[[ Dataset entries open ]]

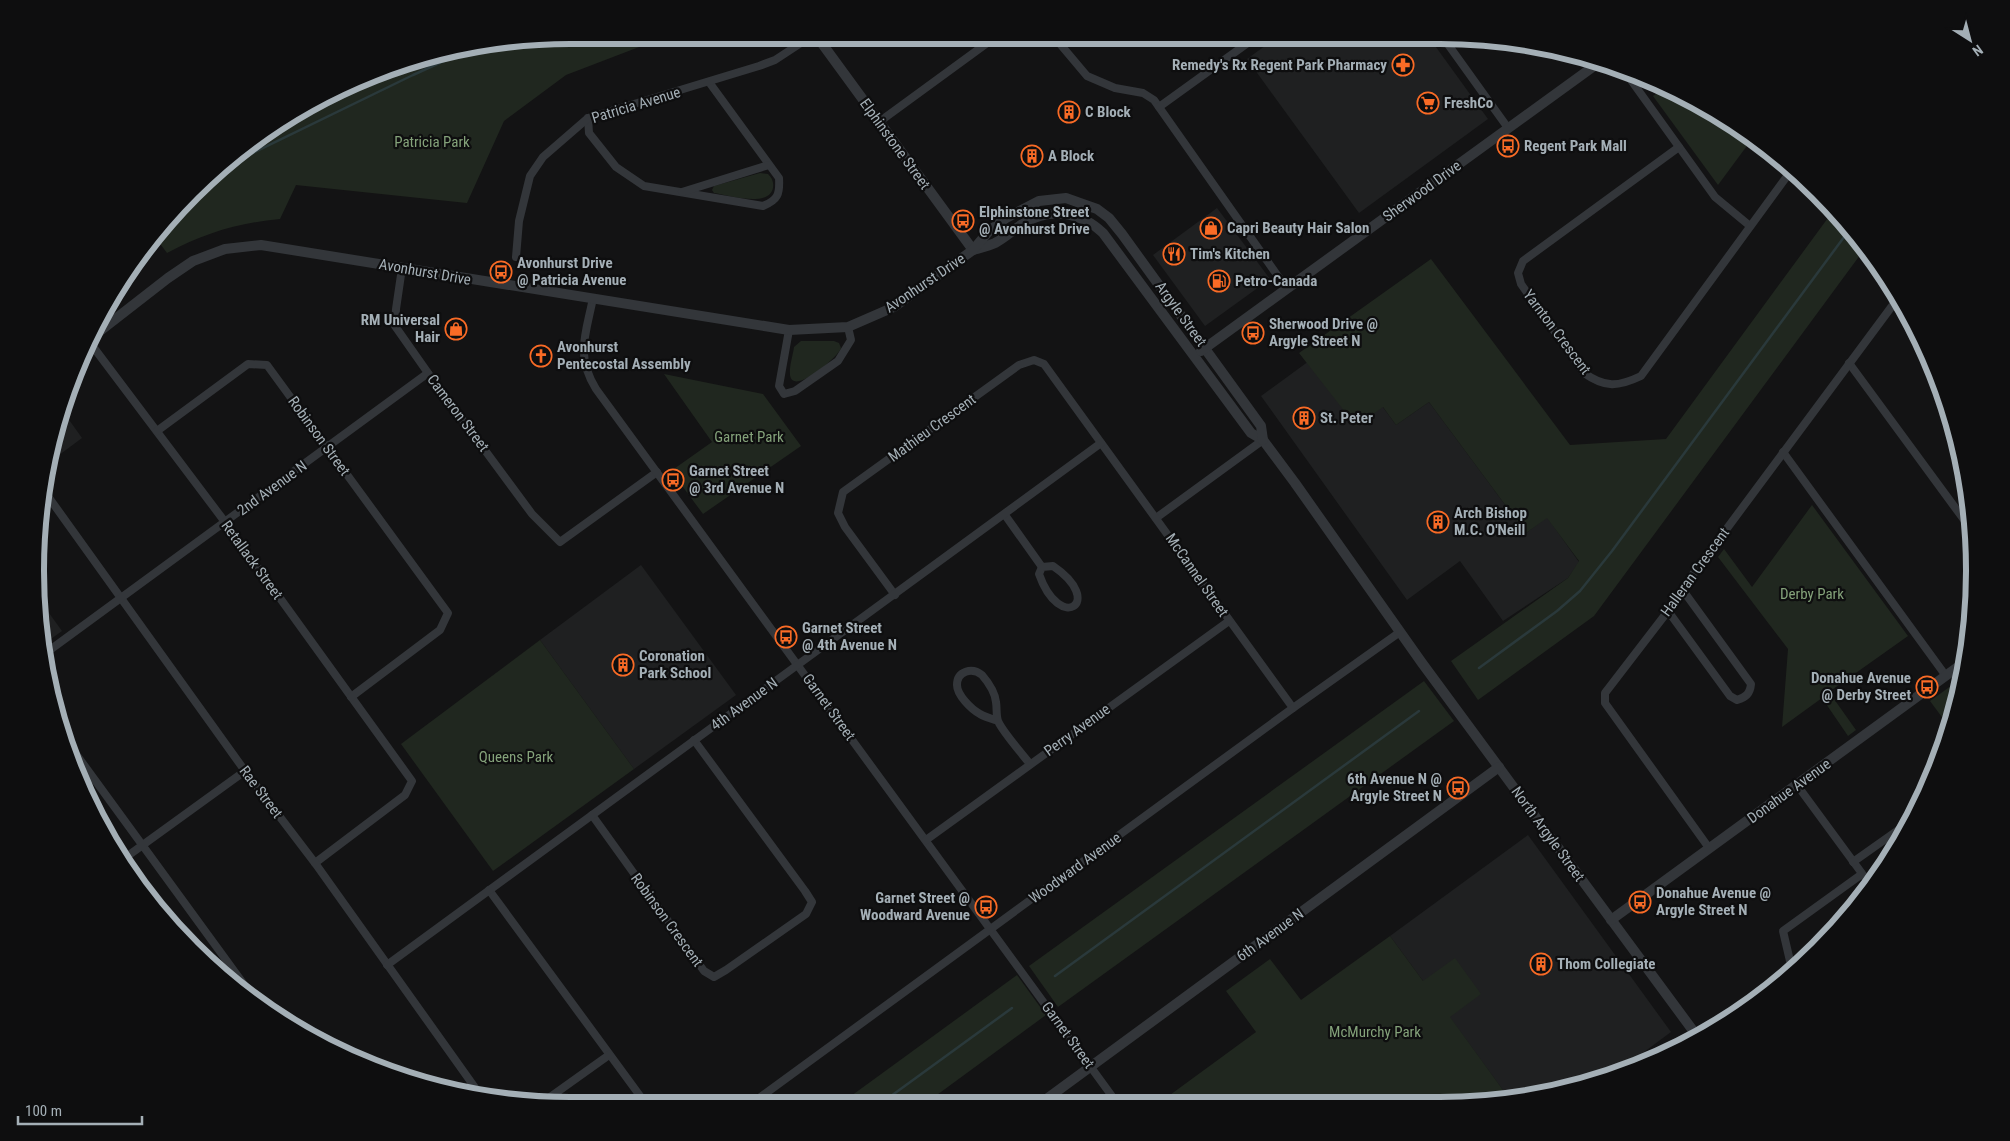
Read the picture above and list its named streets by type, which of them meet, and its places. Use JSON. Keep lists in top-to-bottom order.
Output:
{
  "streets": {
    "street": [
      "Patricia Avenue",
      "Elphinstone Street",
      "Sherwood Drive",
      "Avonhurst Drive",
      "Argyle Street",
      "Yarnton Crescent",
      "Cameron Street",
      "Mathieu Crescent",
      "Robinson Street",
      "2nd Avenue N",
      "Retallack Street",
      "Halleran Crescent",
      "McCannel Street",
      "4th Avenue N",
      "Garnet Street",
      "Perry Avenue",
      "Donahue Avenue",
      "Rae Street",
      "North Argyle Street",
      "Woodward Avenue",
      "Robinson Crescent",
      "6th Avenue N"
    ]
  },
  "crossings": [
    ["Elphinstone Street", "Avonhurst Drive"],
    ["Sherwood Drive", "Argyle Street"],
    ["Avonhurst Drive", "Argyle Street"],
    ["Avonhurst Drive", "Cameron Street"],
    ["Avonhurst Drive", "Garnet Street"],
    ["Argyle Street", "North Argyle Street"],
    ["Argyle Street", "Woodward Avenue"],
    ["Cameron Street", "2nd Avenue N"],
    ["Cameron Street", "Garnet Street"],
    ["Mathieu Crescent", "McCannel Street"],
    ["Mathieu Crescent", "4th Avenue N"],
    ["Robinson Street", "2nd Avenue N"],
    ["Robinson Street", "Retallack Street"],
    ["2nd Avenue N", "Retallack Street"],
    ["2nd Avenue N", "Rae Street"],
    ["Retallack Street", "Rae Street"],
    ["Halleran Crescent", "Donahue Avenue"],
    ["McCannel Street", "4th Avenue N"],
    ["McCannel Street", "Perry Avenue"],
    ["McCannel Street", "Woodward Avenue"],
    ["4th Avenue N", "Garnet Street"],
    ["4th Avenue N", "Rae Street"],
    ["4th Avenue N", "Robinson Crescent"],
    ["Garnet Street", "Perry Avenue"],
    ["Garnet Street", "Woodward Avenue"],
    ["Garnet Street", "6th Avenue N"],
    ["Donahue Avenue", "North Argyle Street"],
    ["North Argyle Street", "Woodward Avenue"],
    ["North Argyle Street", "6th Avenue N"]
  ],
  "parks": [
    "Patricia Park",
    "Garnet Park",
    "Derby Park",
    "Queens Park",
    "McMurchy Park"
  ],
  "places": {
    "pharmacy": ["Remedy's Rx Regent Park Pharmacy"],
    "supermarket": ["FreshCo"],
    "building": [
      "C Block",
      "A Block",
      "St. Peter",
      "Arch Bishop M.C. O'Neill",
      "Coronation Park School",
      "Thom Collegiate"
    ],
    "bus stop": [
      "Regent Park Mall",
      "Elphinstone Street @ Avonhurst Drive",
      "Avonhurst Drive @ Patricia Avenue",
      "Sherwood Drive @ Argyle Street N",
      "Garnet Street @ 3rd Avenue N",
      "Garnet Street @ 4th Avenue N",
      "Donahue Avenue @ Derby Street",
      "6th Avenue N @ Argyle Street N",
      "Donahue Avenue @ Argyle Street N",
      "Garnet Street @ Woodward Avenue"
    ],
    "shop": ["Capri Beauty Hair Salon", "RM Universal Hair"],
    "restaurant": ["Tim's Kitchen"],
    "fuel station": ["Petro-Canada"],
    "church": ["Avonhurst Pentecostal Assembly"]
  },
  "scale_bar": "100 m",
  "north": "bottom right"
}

[[ Dataset entries closed ]]

Required action ::
Write the data above out exactly. Leave out any pictures.

The answer ::
Read the picture above and list its named streets by type, which of them meet, and its places. Use JSON. Keep lists in top-to-bottom order.
Output:
{
  "streets": {
    "street": [
      "Patricia Avenue",
      "Elphinstone Street",
      "Sherwood Drive",
      "Avonhurst Drive",
      "Argyle Street",
      "Yarnton Crescent",
      "Cameron Street",
      "Mathieu Crescent",
      "Robinson Street",
      "2nd Avenue N",
      "Retallack Street",
      "Halleran Crescent",
      "McCannel Street",
      "4th Avenue N",
      "Garnet Street",
      "Perry Avenue",
      "Donahue Avenue",
      "Rae Street",
      "North Argyle Street",
      "Woodward Avenue",
      "Robinson Crescent",
      "6th Avenue N"
    ]
  },
  "crossings": [
    ["Elphinstone Street", "Avonhurst Drive"],
    ["Sherwood Drive", "Argyle Street"],
    ["Avonhurst Drive", "Argyle Street"],
    ["Avonhurst Drive", "Cameron Street"],
    ["Avonhurst Drive", "Garnet Street"],
    ["Argyle Street", "North Argyle Street"],
    ["Argyle Street", "Woodward Avenue"],
    ["Cameron Street", "2nd Avenue N"],
    ["Cameron Street", "Garnet Street"],
    ["Mathieu Crescent", "McCannel Street"],
    ["Mathieu Crescent", "4th Avenue N"],
    ["Robinson Street", "2nd Avenue N"],
    ["Robinson Street", "Retallack Street"],
    ["2nd Avenue N", "Retallack Street"],
    ["2nd Avenue N", "Rae Street"],
    ["Retallack Street", "Rae Street"],
    ["Halleran Crescent", "Donahue Avenue"],
    ["McCannel Street", "4th Avenue N"],
    ["McCannel Street", "Perry Avenue"],
    ["McCannel Street", "Woodward Avenue"],
    ["4th Avenue N", "Garnet Street"],
    ["4th Avenue N", "Rae Street"],
    ["4th Avenue N", "Robinson Crescent"],
    ["Garnet Street", "Perry Avenue"],
    ["Garnet Street", "Woodward Avenue"],
    ["Garnet Street", "6th Avenue N"],
    ["Donahue Avenue", "North Argyle Street"],
    ["North Argyle Street", "Woodward Avenue"],
    ["North Argyle Street", "6th Avenue N"]
  ],
  "parks": [
    "Patricia Park",
    "Garnet Park",
    "Derby Park",
    "Queens Park",
    "McMurchy Park"
  ],
  "places": {
    "pharmacy": ["Remedy's Rx Regent Park Pharmacy"],
    "supermarket": ["FreshCo"],
    "building": [
      "C Block",
      "A Block",
      "St. Peter",
      "Arch Bishop M.C. O'Neill",
      "Coronation Park School",
      "Thom Collegiate"
    ],
    "bus stop": [
      "Regent Park Mall",
      "Elphinstone Street @ Avonhurst Drive",
      "Avonhurst Drive @ Patricia Avenue",
      "Sherwood Drive @ Argyle Street N",
      "Garnet Street @ 3rd Avenue N",
      "Garnet Street @ 4th Avenue N",
      "Donahue Avenue @ Derby Street",
      "6th Avenue N @ Argyle Street N",
      "Donahue Avenue @ Argyle Street N",
      "Garnet Street @ Woodward Avenue"
    ],
    "shop": ["Capri Beauty Hair Salon", "RM Universal Hair"],
    "restaurant": ["Tim's Kitchen"],
    "fuel station": ["Petro-Canada"],
    "church": ["Avonhurst Pentecostal Assembly"]
  },
  "scale_bar": "100 m",
  "north": "bottom right"
}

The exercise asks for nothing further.